Tanti e diversissimi, quindi, i lavori di Emma per lo studio Strada, eppure nessuno dei progetti porta la sua firma. Non sorprende, visto lei non chiese mai di essere iscritta all'Albo degli ingegneri fino agli anni Cinquanta. Non ce n’era probabilmente bisogno nell'economia dello studio, né probabilmente nella sua immagine.

Qualcosa però più tardi cambiò: Emma Strada, al di là dello studio di famiglia, iniziò ad assumersi delle responsabilità anche in campo sociale in quanto pioniera della professionalità al femminile in campi un tempo preclusi alle donne.
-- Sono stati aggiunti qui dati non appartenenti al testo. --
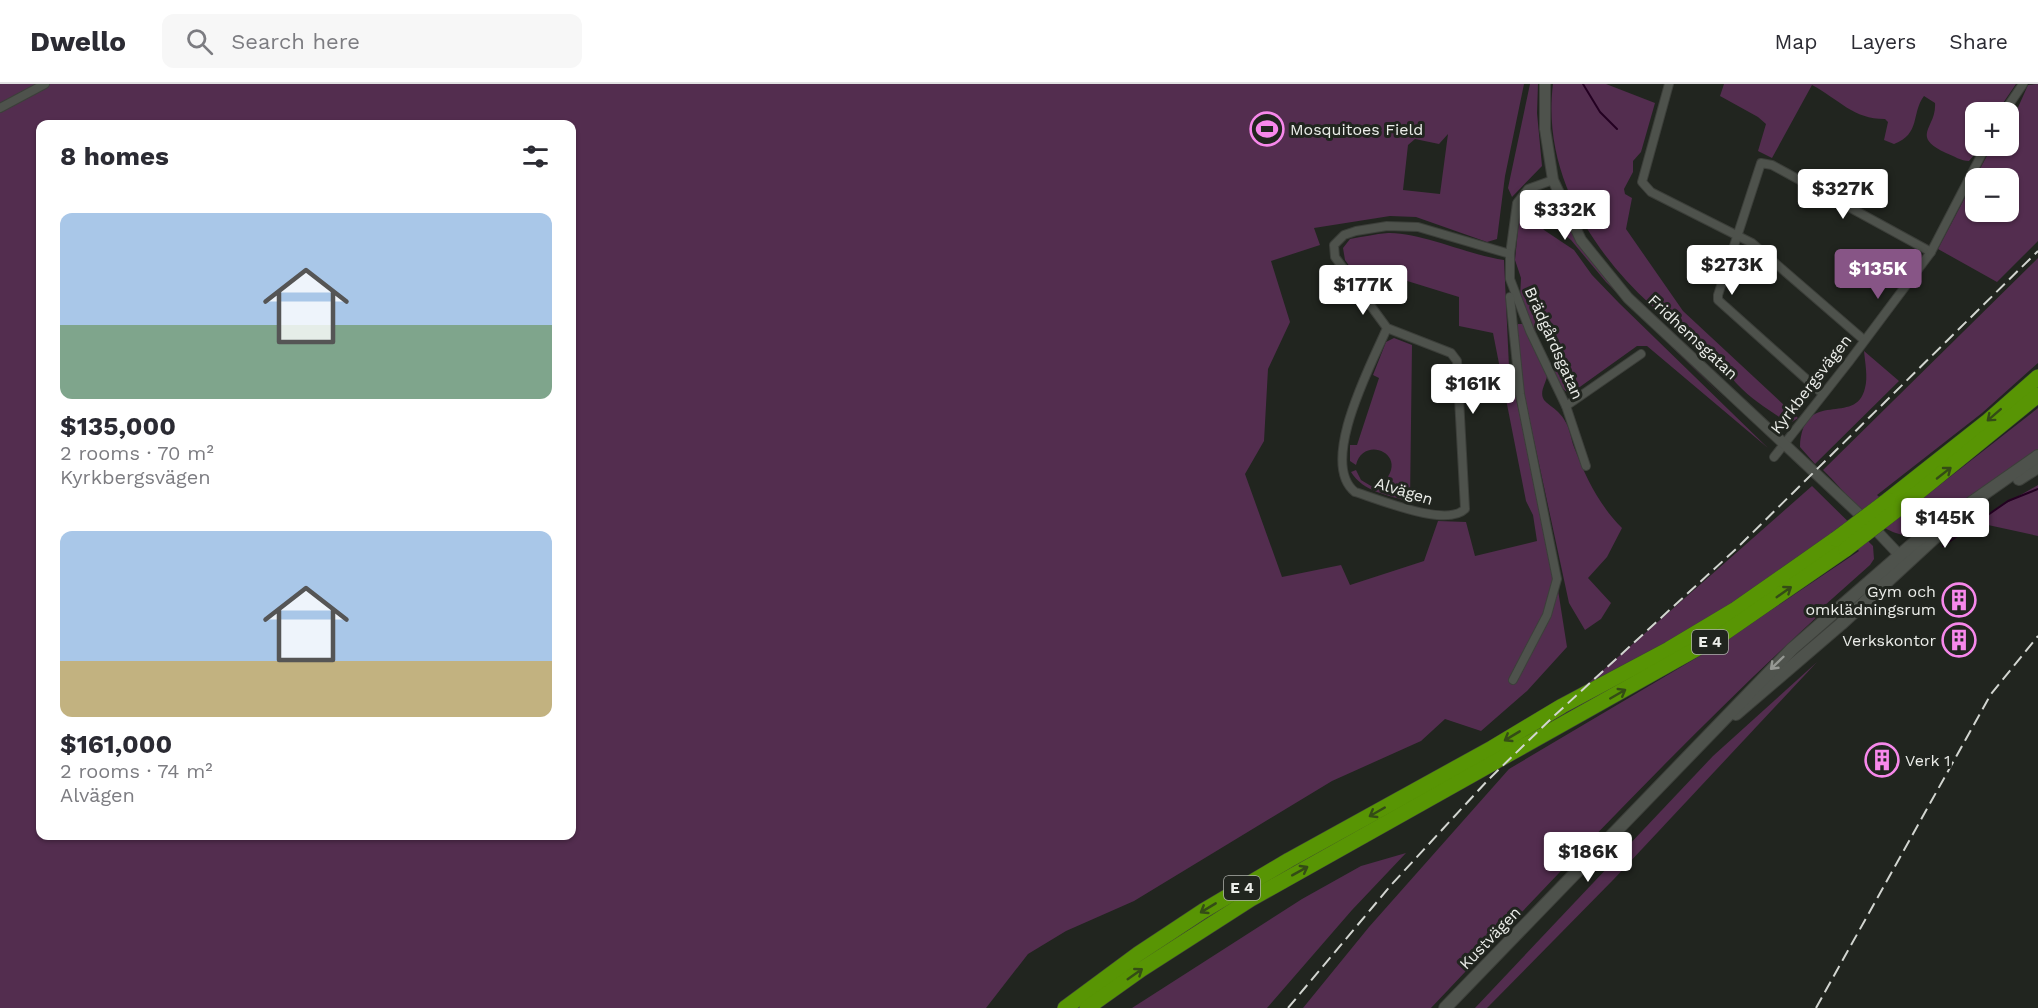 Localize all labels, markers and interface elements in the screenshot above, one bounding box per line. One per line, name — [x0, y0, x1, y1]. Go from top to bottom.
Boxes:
search box — [162, 14, 582, 68]
text: Dwello — [30, 25, 126, 58]
icon: search — [183, 25, 216, 58]
text: Search here — [231, 29, 360, 54]
text: Map — [1774, 29, 1817, 54]
text: Layers — [1850, 29, 1916, 54]
text: Share — [1949, 29, 2008, 54]
map controls — [1965, 102, 2019, 222]
button: + — [1965, 102, 2019, 156]
sports icon: Mosquitoes Field — [1249, 111, 1285, 147]
place label: Mosquitoes Field — [1290, 120, 1423, 139]
icon: filters — [519, 140, 552, 173]
text: 8 homes — [60, 141, 169, 171]
button: − — [1965, 168, 2019, 222]
pin: $327K — [1801, 169, 1885, 220]
text: $327K — [1812, 176, 1874, 200]
pin: $332K — [1523, 190, 1607, 241]
text: $332K — [1534, 197, 1596, 221]
pin: $273K — [1690, 245, 1774, 296]
pin: $135K — [1836, 249, 1920, 300]
icon: home — [252, 252, 360, 360]
text: $273K — [1701, 252, 1763, 276]
text: $135K — [1849, 256, 1907, 280]
pin: $177K — [1321, 265, 1405, 316]
text: $177K — [1333, 272, 1393, 296]
street label: Brädgårdsgatan — [1521, 284, 1587, 402]
street label: Fridhemsgatan — [1644, 291, 1742, 383]
street label: Kyrkbergsvägen — [1766, 331, 1856, 437]
pin: $161K — [1431, 364, 1515, 415]
text: $161K — [1445, 371, 1501, 395]
one-way arrow — [1987, 408, 2002, 422]
text: $135,000 — [60, 411, 176, 441]
text: 2 rooms · 70 m² — [60, 441, 214, 465]
text: Kyrkbergsvägen — [60, 465, 211, 489]
one-way arrow — [1936, 467, 1952, 480]
street label: Alvägen — [1373, 473, 1435, 509]
pin: $145K — [1903, 498, 1987, 549]
text: $145K — [1915, 505, 1975, 529]
icon: home — [252, 570, 360, 678]
place label: Gym och omklädningsrum — [1805, 582, 1936, 619]
building icon: Gym och omklädningsrum — [1941, 582, 1977, 618]
one-way arrow — [1776, 586, 1792, 598]
building icon: Verkskontor — [1941, 622, 1977, 658]
road number: E 4 — [1692, 630, 1728, 654]
place label: Verkskontor — [1842, 631, 1936, 650]
one-way arrow — [1770, 656, 1785, 670]
one-way arrow — [1609, 688, 1626, 700]
text: $161,000 — [60, 729, 172, 759]
one-way arrow — [1504, 731, 1521, 743]
building icon: Verk 1 — [1864, 742, 1900, 778]
place label: Verk 1 — [1905, 751, 1951, 770]
text: 2 rooms · 74 m² — [60, 759, 213, 783]
text: Alvägen — [60, 783, 135, 807]
one-way arrow — [1369, 807, 1386, 819]
pin: $186K — [1546, 832, 1630, 883]
text: $186K — [1558, 839, 1618, 863]
one-way arrow — [1291, 865, 1308, 877]
road number: E 4 — [1224, 876, 1260, 900]
one-way arrow — [1200, 903, 1217, 915]
street label: Kustvägen — [1455, 903, 1525, 973]
one-way arrow — [1126, 968, 1142, 980] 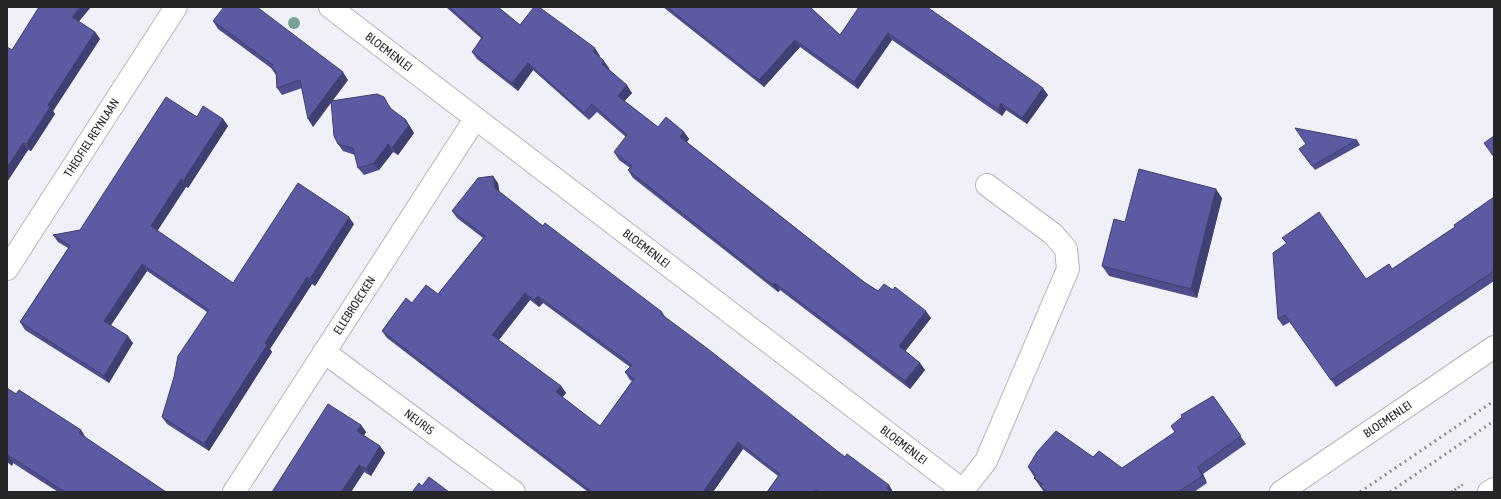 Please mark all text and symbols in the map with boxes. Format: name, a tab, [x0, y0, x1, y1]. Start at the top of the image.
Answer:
street label: BLOEMENLEI	[363, 30, 415, 74]
street label: THEOFIEL REYNLAAN	[61, 96, 122, 180]
street label: BLOEMENLEI	[620, 226, 673, 271]
street label: ELLEBROECKEN	[330, 274, 378, 337]
street label: BLOEMENLEI	[1361, 398, 1414, 441]
street label: NEURIS	[401, 406, 437, 438]
street label: BLOEMENLEI	[878, 423, 930, 468] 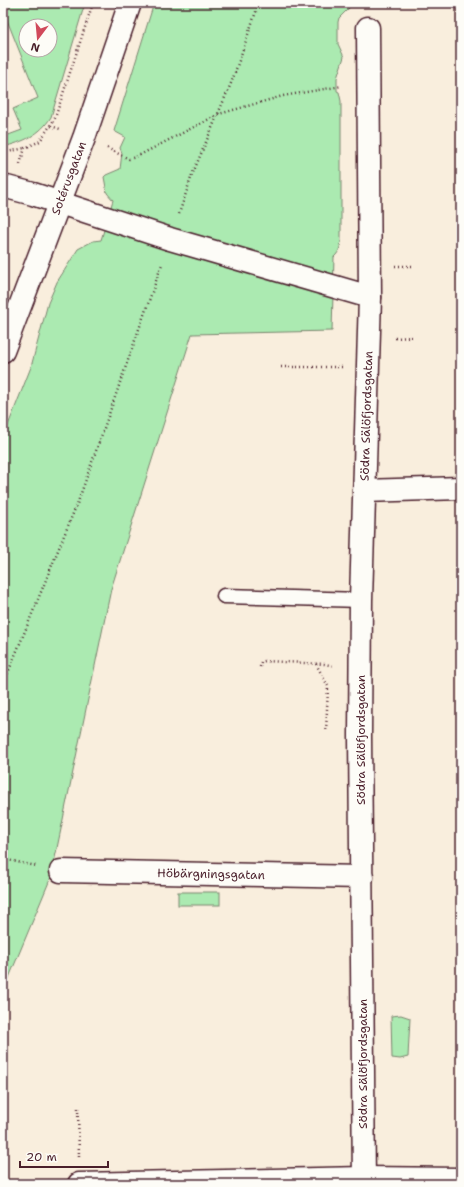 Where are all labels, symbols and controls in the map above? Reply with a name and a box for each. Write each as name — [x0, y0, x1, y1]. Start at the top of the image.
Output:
north arrow — [18, 18, 58, 58]
text: N — [29, 39, 42, 56]
street label: Sotérusgatan — [48, 139, 90, 217]
street label: Södra Sälöfjordsgatan — [357, 351, 376, 481]
street label: Södra Sälöfjordsgatan — [353, 675, 369, 805]
street label: Höbärgningsgatan — [157, 865, 265, 883]
street label: Södra Sälöfjordsgatan — [355, 999, 371, 1129]
scale bar — [20, 1143, 108, 1169]
text: 20 m — [26, 1149, 57, 1165]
Ottenne con successo il titolo professionale e con questo, orgogliosamente, si adoperò per il riconoscimento dell’impegno femminile nell'ingegneria.

Nel 1957 fondò l’Associazione italiana donne ingegnere e architetto (Aidia) assieme ad Anna Enrichetta Amour, Laura Lange, Ines del Tetto, Lidia Landi, Adelia Racheli, Vittoria Ilardi, Alessandra Bonfanti e alla prima laureata in ingegneria all'Università di Padova, Elvira Poli, da allora vicepresidente fino al 1969. L’Associazione, ancora oggi attiva, nacque dunque per valorizzare il ruolo delle donne nella scienza e nella tecnica, per fare da ponte e collante fra queste professioniste, promuovere scambi d’idee e di risorse, coltivare rapporti con associazioni estere analoghe. Emma Strada fu la prima presidente di questa associazione e per essa si adoperò sempre attivamente, organizzando manifestazioni culturali e sociali, sempre a sostegno del valore del contributo delle donne. Il suo impegno nell’Aidia l'accompagnò fino alla morte, nel 1970.

In quell'anno, la percentuale delle donne laureate in ingegneria era l’1%; dieci anni dopo sarebbe stata una percentuale ancora risicata, il 5%. Oggi l’incidenza si attesta attorno al 28%: grandi passi sono stati fatti, anche grazie a persone come Emma, ma la strada è lunga. Speriamo di percorrerla più velocemente, d’ora in poi.